A longtime friend united Sembler and the seal. David Lavender, owner of D. Lavender Antiques in London, came across the artifact and, once Lavender authenticated and discovered the historical significance of the piece, he called Sembler, whom he had sold other items to previously, to inquire if he and his wife might be interested in it.

Neither Sembler nor Lavender would disclose the price of the seal or from whom they bought it. Sembler said the most important issue is that the seal is back where it belongs, while Lavender said that if such an item was to come up for auction it would cost “a lot of money.”

The seal is slated to be housed along with other historical artifacts in the Capitol Visitor Center, which is set to open in the summer of 2006.

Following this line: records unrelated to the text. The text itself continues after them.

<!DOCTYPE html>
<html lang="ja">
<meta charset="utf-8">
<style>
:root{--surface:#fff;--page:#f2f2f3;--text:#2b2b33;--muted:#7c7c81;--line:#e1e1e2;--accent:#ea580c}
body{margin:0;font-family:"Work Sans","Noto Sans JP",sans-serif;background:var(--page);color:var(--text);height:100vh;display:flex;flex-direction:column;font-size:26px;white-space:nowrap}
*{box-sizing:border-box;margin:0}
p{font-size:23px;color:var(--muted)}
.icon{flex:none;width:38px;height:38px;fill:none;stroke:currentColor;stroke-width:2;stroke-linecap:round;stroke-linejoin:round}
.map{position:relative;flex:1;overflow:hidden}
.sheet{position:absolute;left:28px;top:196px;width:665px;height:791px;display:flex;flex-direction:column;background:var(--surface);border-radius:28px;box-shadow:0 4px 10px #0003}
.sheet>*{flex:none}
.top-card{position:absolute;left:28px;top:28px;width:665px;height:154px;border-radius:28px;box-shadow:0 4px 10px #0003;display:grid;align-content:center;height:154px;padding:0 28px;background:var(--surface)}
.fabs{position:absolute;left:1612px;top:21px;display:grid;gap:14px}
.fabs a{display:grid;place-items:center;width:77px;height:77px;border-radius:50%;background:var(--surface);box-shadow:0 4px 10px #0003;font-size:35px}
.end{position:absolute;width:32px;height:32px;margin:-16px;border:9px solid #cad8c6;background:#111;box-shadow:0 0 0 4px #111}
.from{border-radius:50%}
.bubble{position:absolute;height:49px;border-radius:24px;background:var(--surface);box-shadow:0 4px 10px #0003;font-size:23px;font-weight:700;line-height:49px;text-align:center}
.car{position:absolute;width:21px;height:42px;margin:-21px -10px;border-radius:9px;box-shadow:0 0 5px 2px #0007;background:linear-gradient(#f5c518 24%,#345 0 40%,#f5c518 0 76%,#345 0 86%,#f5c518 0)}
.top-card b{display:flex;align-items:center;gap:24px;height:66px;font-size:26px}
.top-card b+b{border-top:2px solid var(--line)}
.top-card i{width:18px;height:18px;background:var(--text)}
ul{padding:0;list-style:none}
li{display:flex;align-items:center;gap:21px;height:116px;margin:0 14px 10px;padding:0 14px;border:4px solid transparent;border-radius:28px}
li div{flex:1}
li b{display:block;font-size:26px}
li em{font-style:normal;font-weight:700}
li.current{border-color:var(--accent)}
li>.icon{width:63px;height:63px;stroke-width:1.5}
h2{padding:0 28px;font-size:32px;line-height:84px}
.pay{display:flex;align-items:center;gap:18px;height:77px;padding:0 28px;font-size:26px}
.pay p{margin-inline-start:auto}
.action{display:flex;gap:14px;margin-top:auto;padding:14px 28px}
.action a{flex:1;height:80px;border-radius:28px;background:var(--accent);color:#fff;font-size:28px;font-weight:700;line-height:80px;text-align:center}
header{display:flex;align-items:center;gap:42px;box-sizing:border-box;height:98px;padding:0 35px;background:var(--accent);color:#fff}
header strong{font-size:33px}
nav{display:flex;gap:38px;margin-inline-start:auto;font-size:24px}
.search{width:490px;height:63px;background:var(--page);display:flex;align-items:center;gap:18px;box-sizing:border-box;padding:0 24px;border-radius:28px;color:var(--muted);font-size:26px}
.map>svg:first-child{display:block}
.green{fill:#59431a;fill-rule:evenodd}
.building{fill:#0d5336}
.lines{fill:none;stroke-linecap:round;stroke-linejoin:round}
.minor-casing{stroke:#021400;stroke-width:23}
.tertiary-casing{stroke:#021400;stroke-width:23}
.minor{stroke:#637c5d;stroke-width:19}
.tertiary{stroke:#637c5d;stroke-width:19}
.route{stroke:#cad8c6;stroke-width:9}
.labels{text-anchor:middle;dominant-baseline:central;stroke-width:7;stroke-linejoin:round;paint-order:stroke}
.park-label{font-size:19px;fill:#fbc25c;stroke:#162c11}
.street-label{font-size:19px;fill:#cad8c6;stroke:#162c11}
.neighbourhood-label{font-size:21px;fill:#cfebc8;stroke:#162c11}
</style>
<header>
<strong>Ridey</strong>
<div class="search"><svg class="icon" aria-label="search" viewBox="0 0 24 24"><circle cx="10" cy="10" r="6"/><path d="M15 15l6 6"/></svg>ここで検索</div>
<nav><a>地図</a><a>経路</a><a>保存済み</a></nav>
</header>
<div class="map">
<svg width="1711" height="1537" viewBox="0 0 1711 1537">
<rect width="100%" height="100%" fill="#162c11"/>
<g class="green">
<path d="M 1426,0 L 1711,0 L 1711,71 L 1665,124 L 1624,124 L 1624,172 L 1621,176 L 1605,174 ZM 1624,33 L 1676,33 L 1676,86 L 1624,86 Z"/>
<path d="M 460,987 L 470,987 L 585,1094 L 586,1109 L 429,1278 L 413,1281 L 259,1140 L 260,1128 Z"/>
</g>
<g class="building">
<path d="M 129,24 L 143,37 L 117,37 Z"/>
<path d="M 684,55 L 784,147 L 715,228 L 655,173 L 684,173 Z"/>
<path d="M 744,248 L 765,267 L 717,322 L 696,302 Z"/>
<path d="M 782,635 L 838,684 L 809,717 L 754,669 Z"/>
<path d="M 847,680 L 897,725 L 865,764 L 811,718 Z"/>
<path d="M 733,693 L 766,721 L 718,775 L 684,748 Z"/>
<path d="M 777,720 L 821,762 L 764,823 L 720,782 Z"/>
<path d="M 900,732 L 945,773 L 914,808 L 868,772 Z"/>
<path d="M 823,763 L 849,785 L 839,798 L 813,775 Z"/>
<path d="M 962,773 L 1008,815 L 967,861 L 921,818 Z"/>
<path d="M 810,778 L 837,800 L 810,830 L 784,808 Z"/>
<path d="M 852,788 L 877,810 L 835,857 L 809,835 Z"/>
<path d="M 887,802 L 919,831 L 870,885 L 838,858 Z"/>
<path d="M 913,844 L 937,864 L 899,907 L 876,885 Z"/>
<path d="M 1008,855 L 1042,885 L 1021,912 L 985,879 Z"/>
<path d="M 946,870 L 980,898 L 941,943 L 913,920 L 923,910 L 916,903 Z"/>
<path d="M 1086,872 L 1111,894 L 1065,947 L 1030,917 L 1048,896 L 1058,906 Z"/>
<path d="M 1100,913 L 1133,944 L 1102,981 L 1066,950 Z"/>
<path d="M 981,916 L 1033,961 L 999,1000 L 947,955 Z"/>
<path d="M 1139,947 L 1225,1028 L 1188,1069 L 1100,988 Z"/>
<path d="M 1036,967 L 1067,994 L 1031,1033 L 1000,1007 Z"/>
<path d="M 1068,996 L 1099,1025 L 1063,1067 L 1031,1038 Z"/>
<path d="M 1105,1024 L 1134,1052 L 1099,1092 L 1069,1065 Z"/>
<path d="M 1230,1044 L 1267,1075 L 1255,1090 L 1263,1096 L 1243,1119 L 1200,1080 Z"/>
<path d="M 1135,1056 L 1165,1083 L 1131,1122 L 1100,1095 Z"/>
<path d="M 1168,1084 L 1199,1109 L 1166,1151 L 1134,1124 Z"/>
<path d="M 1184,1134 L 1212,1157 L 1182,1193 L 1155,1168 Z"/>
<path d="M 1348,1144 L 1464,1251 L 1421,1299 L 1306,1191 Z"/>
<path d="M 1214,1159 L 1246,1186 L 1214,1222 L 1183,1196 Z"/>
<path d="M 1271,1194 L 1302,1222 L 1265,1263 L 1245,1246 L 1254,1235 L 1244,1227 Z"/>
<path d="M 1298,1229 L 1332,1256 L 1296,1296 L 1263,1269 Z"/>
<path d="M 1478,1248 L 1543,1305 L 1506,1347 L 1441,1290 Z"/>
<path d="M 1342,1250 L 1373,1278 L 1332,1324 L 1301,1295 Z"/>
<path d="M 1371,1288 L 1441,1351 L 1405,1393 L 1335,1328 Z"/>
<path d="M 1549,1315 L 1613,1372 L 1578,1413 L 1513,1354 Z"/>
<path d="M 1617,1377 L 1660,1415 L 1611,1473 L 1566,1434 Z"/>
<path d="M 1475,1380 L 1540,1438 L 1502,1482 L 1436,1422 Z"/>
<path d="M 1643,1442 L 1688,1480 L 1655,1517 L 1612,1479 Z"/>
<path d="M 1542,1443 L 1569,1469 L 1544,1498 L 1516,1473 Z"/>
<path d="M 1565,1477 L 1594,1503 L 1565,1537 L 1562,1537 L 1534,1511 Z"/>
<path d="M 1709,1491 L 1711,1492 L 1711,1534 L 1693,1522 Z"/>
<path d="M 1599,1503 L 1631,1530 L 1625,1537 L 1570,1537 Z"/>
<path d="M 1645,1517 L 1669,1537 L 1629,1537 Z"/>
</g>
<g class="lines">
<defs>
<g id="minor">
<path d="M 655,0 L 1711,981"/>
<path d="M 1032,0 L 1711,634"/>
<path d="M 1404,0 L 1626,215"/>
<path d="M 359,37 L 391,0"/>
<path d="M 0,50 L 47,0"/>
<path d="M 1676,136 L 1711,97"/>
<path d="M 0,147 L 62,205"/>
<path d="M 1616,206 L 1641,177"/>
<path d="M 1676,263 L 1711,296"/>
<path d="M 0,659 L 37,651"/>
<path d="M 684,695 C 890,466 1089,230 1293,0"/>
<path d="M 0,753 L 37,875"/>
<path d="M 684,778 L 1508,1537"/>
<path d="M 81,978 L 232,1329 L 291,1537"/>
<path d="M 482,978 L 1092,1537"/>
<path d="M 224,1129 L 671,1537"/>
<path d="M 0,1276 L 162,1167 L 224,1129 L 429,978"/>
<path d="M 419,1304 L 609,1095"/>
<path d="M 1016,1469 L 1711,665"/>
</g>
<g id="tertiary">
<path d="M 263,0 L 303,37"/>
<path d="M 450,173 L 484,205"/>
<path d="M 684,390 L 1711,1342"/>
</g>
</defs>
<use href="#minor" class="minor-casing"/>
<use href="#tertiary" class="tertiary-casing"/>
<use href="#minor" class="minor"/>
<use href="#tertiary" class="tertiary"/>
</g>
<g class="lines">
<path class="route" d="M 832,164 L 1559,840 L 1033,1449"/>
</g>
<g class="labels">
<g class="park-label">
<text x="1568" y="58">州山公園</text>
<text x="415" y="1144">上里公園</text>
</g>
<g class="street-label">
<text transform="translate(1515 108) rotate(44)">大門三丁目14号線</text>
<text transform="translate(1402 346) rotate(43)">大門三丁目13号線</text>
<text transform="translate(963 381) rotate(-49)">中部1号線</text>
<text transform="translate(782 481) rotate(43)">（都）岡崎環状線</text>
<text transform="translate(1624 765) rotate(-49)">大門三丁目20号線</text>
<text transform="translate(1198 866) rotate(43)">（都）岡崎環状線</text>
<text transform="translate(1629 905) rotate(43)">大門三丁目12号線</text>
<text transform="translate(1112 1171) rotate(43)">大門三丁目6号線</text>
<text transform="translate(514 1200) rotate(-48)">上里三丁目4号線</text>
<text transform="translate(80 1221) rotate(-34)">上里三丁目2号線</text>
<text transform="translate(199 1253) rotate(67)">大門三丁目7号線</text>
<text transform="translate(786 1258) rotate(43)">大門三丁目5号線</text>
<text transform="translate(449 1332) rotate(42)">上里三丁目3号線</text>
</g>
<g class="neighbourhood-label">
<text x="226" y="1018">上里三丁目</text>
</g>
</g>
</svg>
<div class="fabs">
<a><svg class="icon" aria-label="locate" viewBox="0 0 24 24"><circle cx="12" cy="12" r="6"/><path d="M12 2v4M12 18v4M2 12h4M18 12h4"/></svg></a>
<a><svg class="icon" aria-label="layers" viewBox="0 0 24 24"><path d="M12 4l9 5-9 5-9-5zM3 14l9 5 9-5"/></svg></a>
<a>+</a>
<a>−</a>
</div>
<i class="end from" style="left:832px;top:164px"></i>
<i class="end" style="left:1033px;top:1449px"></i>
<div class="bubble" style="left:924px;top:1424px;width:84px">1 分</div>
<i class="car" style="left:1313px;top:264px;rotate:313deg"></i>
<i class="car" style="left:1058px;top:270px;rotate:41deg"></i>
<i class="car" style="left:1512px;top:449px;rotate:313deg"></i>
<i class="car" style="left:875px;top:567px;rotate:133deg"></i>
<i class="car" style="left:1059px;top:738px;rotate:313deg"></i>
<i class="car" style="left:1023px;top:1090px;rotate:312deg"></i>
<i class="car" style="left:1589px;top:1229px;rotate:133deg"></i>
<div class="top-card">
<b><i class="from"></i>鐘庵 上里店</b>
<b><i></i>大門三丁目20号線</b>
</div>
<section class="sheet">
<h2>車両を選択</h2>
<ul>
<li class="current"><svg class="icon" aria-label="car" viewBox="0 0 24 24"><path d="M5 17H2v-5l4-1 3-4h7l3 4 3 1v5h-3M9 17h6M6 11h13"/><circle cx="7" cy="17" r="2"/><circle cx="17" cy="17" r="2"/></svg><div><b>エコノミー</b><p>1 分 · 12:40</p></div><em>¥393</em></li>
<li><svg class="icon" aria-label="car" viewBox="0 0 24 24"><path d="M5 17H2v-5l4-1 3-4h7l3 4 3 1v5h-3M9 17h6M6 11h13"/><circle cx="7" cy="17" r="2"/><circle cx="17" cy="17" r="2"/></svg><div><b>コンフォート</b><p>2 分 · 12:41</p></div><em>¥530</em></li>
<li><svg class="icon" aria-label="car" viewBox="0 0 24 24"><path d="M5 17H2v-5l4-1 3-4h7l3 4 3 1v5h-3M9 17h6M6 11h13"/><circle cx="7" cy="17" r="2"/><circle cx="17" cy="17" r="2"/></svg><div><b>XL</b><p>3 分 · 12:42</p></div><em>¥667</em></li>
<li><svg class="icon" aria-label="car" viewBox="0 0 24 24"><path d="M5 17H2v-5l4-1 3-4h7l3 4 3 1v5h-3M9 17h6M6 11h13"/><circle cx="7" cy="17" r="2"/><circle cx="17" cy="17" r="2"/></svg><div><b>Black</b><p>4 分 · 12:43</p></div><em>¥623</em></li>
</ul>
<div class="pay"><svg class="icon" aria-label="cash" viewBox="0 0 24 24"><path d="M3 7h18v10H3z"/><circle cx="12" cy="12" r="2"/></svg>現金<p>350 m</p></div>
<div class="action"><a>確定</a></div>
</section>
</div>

The seal is in the shape of a call bell and is made of carnelian, a reddish stone, and set in gold. It’s small in dimensions — just 1 inch by 1 inch by 2 inches — but its four sides display Masonic signs. Masonic symbols were commonly displayed on gifts given to members — as Washington was — because they were used to identify a person’s position in a lodge, said Dustin Smith, assistant curator of the George Washington National Masonic Memorial in Alexandria, Va.

The four sides display a moon with a face, a sun with a face, the encompass of the Masonic fraternity and the Bible. Smith said the moon represents junior deacon, the sun a senior deacon — Washington’s Masonic rank — and the fraternity sign is one of reason and faith. Smith said the Bible is the “symbol of the divine will of God and is historic through most of freemasonry.”

All of the four main Masonic signs might have been used because Washington had just finished his tenure as head of lodge No. 22 in Alexandria, Va., and Livingston was at that time grand master for the state of New York.

Sembler said returning the historic seal to the Capitol Visitor Center seemed to be the logical thing to do. “It really does belong to all Americans,” he said.